Tout dans Saltimbanques repose sur la proximité. Physique d’abord — il n’y a plus de rampe, plus de gradin, plus de séparation entre scène et salle — mais aussi émotionnelle. Le musicien et la comédienne ne se cachent pas derrière une technique ou un quatrième mur. Ils assument l’imperfection, les petits ratés, les « accidents heureux », comme les appelle Bruno Bianchi. Un bruit de sabot surgit par hasard ? Il devient signe. Un frottement incongru ? Il devient évocation. Le son ne suit pas le texte, il le provoque, ou le précède.

Ce n’est pas un théâtre spectaculaire. C’est un théâtre évocatoire. Il travaille moins sur l’effet que sur l’empreinte. Il ne cherche pas à représenter, mais à transmettre, une vibration, une faille, une mélodie intérieure. C’est pourquoi la mise en scène, si elle semble dépouillée, est en réalité extrêmement précise : tout y est agencé pour que l’illusion tienne — non celle d’un monde fictif, mais celle d’une intimité retrouvée.

Saltimbanques

Un cirque de l’âme

Le pari de ce spectacle tient dans sa capacité à mobiliser les imaginaires. Les personnages, nés d’une poésie rimée, deviennent à travers le corps d’Audrey Lange des archétypes mouvants.
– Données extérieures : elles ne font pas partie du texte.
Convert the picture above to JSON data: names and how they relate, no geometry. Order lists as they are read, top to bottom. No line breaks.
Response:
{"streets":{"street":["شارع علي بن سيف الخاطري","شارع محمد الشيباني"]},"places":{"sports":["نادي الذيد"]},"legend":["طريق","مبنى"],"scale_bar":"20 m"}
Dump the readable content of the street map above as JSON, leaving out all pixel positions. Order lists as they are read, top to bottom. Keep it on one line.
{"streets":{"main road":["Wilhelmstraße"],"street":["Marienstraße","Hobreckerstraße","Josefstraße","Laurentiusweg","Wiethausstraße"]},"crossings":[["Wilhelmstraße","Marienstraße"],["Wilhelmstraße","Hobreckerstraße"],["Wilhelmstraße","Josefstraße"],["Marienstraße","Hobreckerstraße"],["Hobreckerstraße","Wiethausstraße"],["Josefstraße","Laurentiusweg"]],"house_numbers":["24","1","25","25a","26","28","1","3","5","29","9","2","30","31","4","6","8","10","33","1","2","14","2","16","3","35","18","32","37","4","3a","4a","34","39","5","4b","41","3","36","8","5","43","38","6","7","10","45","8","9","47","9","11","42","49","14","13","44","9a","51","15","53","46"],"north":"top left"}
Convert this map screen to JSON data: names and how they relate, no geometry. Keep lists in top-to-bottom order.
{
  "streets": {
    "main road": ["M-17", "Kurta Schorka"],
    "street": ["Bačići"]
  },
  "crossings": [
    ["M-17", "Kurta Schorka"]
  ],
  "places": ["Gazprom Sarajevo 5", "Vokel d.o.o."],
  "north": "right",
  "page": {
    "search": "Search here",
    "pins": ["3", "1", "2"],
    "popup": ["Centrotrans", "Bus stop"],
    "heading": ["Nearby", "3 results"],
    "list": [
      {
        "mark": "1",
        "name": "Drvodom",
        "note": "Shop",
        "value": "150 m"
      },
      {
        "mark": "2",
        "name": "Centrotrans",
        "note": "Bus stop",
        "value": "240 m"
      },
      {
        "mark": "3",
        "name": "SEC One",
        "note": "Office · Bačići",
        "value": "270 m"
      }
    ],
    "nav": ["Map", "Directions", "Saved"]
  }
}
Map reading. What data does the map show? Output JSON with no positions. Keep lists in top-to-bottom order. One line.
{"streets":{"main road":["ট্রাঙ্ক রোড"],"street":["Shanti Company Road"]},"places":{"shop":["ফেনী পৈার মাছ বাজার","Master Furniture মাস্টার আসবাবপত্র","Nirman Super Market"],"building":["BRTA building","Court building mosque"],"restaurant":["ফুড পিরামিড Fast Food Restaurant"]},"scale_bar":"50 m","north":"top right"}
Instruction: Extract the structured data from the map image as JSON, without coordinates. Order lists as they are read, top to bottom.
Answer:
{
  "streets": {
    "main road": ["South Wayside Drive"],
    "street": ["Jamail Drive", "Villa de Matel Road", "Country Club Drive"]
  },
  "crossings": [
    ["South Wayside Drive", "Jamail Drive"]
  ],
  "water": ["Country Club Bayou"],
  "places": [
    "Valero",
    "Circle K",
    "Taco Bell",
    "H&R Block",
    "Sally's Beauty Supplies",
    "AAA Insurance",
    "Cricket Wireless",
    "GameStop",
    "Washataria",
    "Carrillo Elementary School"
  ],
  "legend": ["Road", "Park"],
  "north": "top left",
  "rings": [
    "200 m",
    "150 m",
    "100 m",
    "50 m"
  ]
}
Ils habitent un espace. Et cet espace, qu’il soit scène ou pas, devient celui d’un cirque mental, où les figures anciennes dialoguent avec nos vulnérabilités d’aujourd’hui.

Saltimbanques

Saltimbanques a été conçu pour être joué dans des lieux multiples : théâtres, salles municipales, granges, jardins, médiathèques, écoles, lieux de soin, voire chez l’habitant. L’équipe s’est d’ailleurs inscrite sur Hormur, plateforme de diffusion alternative, pour faire circuler le spectacle hors des circuits institutionnels. « On est encore en période de rodage, dit Audrey Lange. Le contact direct avec des petits publics nous permet de tester, d’éprouver. » On aimerait qu’il reste ainsi : léger, fragile, mouvant, humble. Et en même temps d’une force évocatrice, portée par la beauté des textes, la justesse du jeu et la générosité de la présence.